::: WORKING DATA :::
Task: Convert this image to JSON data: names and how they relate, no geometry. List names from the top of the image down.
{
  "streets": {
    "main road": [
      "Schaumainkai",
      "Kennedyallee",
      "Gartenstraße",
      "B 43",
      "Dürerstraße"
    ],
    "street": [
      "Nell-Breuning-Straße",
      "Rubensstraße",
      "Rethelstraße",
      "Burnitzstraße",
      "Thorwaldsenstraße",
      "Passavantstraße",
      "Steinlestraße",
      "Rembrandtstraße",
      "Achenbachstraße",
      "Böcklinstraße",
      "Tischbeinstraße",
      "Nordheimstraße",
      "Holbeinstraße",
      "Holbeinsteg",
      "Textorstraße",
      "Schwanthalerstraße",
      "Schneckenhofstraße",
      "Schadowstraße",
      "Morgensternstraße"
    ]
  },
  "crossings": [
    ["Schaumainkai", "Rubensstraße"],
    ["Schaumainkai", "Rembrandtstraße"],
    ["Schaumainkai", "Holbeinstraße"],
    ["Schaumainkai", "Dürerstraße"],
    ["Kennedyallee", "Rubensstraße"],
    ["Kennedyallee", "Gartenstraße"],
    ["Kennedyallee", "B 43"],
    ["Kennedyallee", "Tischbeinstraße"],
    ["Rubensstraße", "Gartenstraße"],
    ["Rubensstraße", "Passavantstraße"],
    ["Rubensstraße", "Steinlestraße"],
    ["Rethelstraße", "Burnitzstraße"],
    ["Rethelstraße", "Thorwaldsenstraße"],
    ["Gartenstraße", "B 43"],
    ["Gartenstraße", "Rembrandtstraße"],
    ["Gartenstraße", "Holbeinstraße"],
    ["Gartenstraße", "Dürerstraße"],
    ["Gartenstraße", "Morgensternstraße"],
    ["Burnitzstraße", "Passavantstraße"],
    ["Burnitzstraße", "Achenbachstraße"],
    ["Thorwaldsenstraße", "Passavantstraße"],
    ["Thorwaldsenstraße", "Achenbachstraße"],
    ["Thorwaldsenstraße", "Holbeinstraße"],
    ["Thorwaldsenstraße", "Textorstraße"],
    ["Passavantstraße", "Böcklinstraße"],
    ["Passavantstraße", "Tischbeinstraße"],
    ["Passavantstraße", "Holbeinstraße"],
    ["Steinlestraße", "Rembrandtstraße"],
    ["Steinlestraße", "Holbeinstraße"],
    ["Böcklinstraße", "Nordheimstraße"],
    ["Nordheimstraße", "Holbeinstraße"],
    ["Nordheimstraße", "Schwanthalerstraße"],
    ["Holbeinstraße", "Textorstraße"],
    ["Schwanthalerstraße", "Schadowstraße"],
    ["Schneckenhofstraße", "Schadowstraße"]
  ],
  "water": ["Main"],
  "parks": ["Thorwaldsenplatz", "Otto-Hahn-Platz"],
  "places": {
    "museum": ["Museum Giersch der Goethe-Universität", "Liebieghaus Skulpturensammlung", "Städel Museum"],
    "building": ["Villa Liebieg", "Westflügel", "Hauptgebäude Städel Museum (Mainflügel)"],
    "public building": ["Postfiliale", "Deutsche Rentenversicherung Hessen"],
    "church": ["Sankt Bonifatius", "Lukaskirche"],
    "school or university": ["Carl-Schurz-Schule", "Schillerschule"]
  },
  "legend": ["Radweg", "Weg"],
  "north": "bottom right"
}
:::
ABOUT THIS EXERCISE
Set down the whole listing once more, exactly as it appears.

SOLUTION FOR THIS EXERCISE
Task: Convert this image to JSON data: names and how they relate, no geometry. List names from the top of the image down.
{
  "streets": {
    "main road": [
      "Schaumainkai",
      "Kennedyallee",
      "Gartenstraße",
      "B 43",
      "Dürerstraße"
    ],
    "street": [
      "Nell-Breuning-Straße",
      "Rubensstraße",
      "Rethelstraße",
      "Burnitzstraße",
      "Thorwaldsenstraße",
      "Passavantstraße",
      "Steinlestraße",
      "Rembrandtstraße",
      "Achenbachstraße",
      "Böcklinstraße",
      "Tischbeinstraße",
      "Nordheimstraße",
      "Holbeinstraße",
      "Holbeinsteg",
      "Textorstraße",
      "Schwanthalerstraße",
      "Schneckenhofstraße",
      "Schadowstraße",
      "Morgensternstraße"
    ]
  },
  "crossings": [
    ["Schaumainkai", "Rubensstraße"],
    ["Schaumainkai", "Rembrandtstraße"],
    ["Schaumainkai", "Holbeinstraße"],
    ["Schaumainkai", "Dürerstraße"],
    ["Kennedyallee", "Rubensstraße"],
    ["Kennedyallee", "Gartenstraße"],
    ["Kennedyallee", "B 43"],
    ["Kennedyallee", "Tischbeinstraße"],
    ["Rubensstraße", "Gartenstraße"],
    ["Rubensstraße", "Passavantstraße"],
    ["Rubensstraße", "Steinlestraße"],
    ["Rethelstraße", "Burnitzstraße"],
    ["Rethelstraße", "Thorwaldsenstraße"],
    ["Gartenstraße", "B 43"],
    ["Gartenstraße", "Rembrandtstraße"],
    ["Gartenstraße", "Holbeinstraße"],
    ["Gartenstraße", "Dürerstraße"],
    ["Gartenstraße", "Morgensternstraße"],
    ["Burnitzstraße", "Passavantstraße"],
    ["Burnitzstraße", "Achenbachstraße"],
    ["Thorwaldsenstraße", "Passavantstraße"],
    ["Thorwaldsenstraße", "Achenbachstraße"],
    ["Thorwaldsenstraße", "Holbeinstraße"],
    ["Thorwaldsenstraße", "Textorstraße"],
    ["Passavantstraße", "Böcklinstraße"],
    ["Passavantstraße", "Tischbeinstraße"],
    ["Passavantstraße", "Holbeinstraße"],
    ["Steinlestraße", "Rembrandtstraße"],
    ["Steinlestraße", "Holbeinstraße"],
    ["Böcklinstraße", "Nordheimstraße"],
    ["Nordheimstraße", "Holbeinstraße"],
    ["Nordheimstraße", "Schwanthalerstraße"],
    ["Holbeinstraße", "Textorstraße"],
    ["Schwanthalerstraße", "Schadowstraße"],
    ["Schneckenhofstraße", "Schadowstraße"]
  ],
  "water": ["Main"],
  "parks": ["Thorwaldsenplatz", "Otto-Hahn-Platz"],
  "places": {
    "museum": ["Museum Giersch der Goethe-Universität", "Liebieghaus Skulpturensammlung", "Städel Museum"],
    "building": ["Villa Liebieg", "Westflügel", "Hauptgebäude Städel Museum (Mainflügel)"],
    "public building": ["Postfiliale", "Deutsche Rentenversicherung Hessen"],
    "church": ["Sankt Bonifatius", "Lukaskirche"],
    "school or university": ["Carl-Schurz-Schule", "Schillerschule"]
  },
  "legend": ["Radweg", "Weg"],
  "north": "bottom right"
}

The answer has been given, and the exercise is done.